転職市場において、資格だけで評価が高まるわけではありません。
ITパスポートは転職への入口として有効ですが、そこからどんな実務経験を積むかのほうが重要です。

資格取得と並行して、転職先で求められる実務経験をどう積むかを考えておくのが、賢いキャリア戦略ですよ。
ITパスポート以外のIT転職に役立つ資格についても確認しておくと良いです。
ITパスポートが活きる職種・業界
ITパスポートは、IT業界だけでなく幅広い職種で評価されます。
自分が目指すキャリアに合わせて確認するのがおすすめです。
IT事務・社内SEなど非エンジニア職
DX推進の加速により、IT知識を必要とする事務職の求人が増えています。
バックオフィス業務のデジタル化を担う人材として、ITパスポートの知識が直接役立ちます。

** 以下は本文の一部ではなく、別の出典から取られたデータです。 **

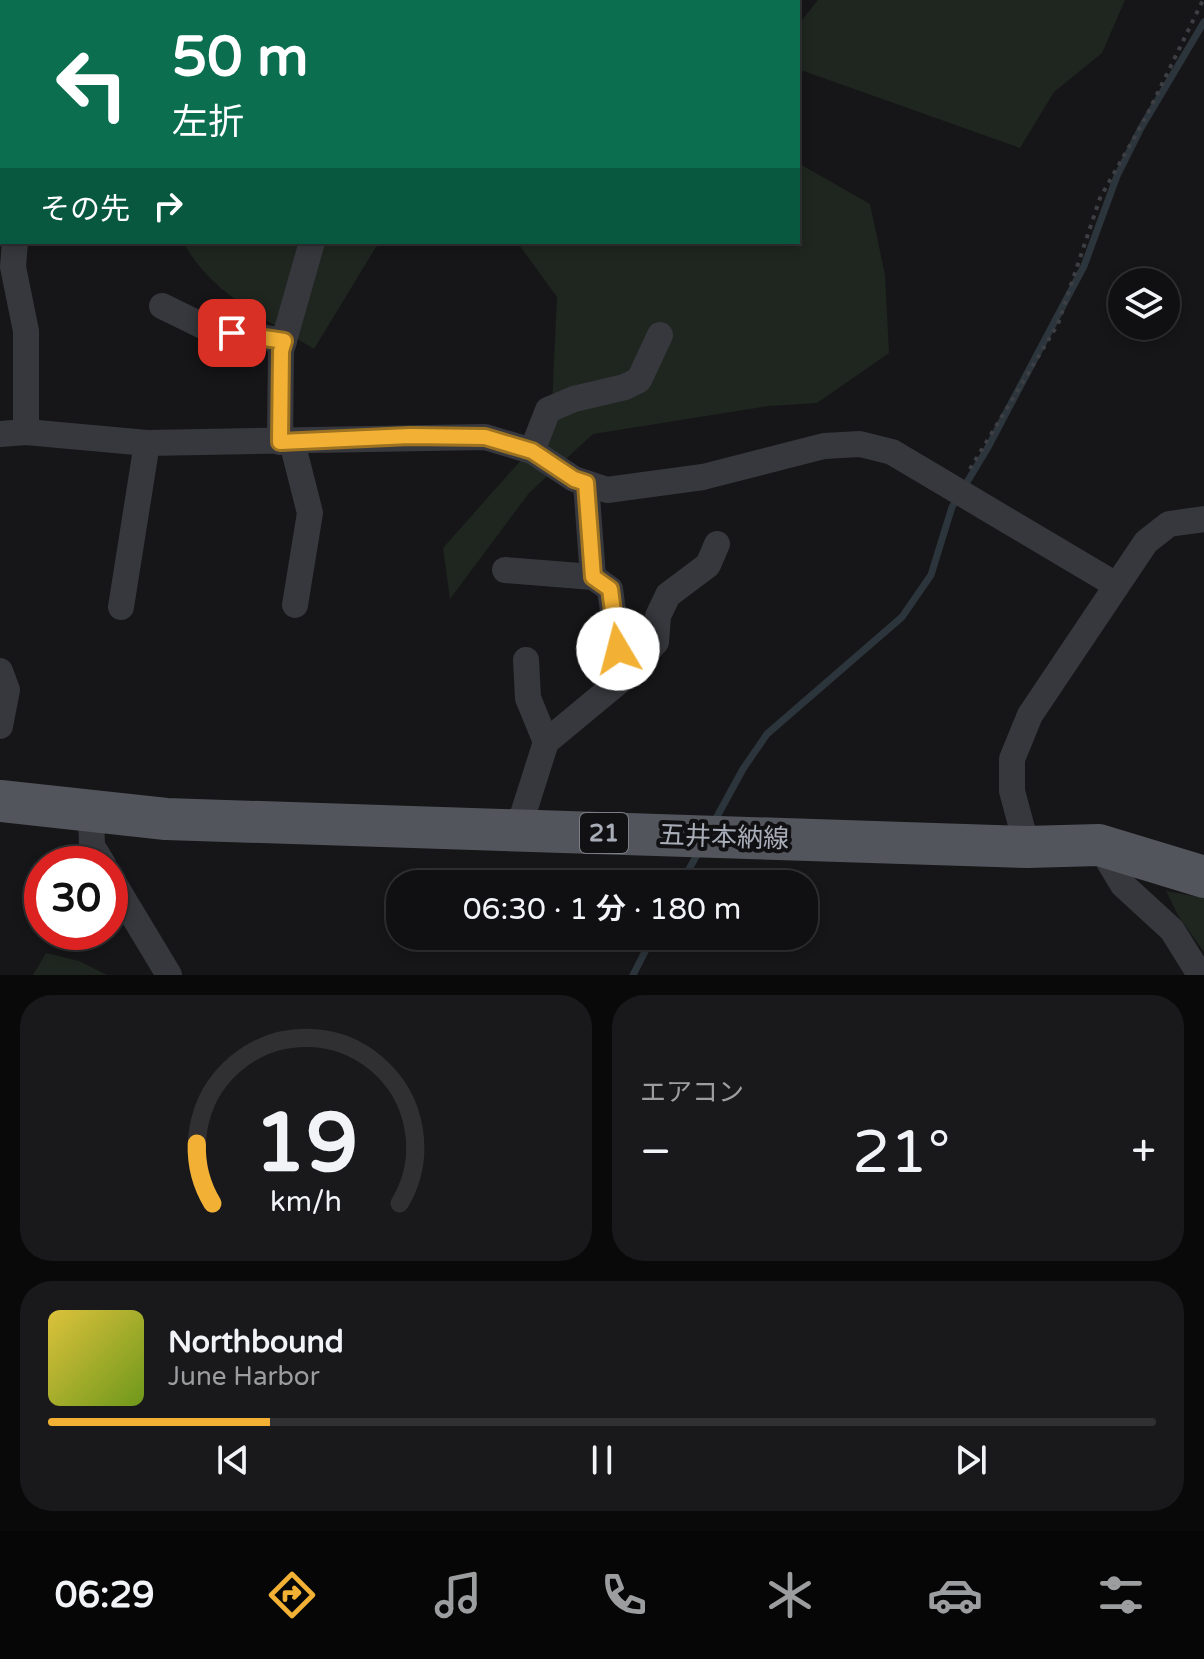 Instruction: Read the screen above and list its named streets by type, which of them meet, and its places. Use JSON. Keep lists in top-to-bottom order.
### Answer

具体的には、業務システムの操作・管理、セキュリティポリシーの遵守確認、社内のITトラブル初期対応などが挙げられます。
「ITの専門家」ではなく「IT知識のある事務担当者」として活躍できるポジションで、未経験OKの求人でもITパスポートが評価基準のひとつになっているケースがあります。
IT営業・プリセールス
IT営業では、顧客に対して製品やサービスを技術的に説明する場面が多くあります。
ITパスポートで学んだ知識があると、提案書の作成や顧客への説明がスムーズになります。
特にクラウドサービスやセキュリティ製品の営業では、技術的な質問に答えられる営業として差別化できます。
「製品を理解した上で提案している」という信頼感が商談を有利に進めます。
プリセールス(技術営業)のポジションを目指す場合は、ITパスポートをスタートとして、徐々に製品知識や上位資格を積み上げていくキャリアパスが現実的です。
SE・ITエンジニア(エントリーポジション)
テスター(ソフトウェアの動作確認を担う職種)や社内SEのジュニアポジションへの転職で、ITパスポートが評価されることがあります。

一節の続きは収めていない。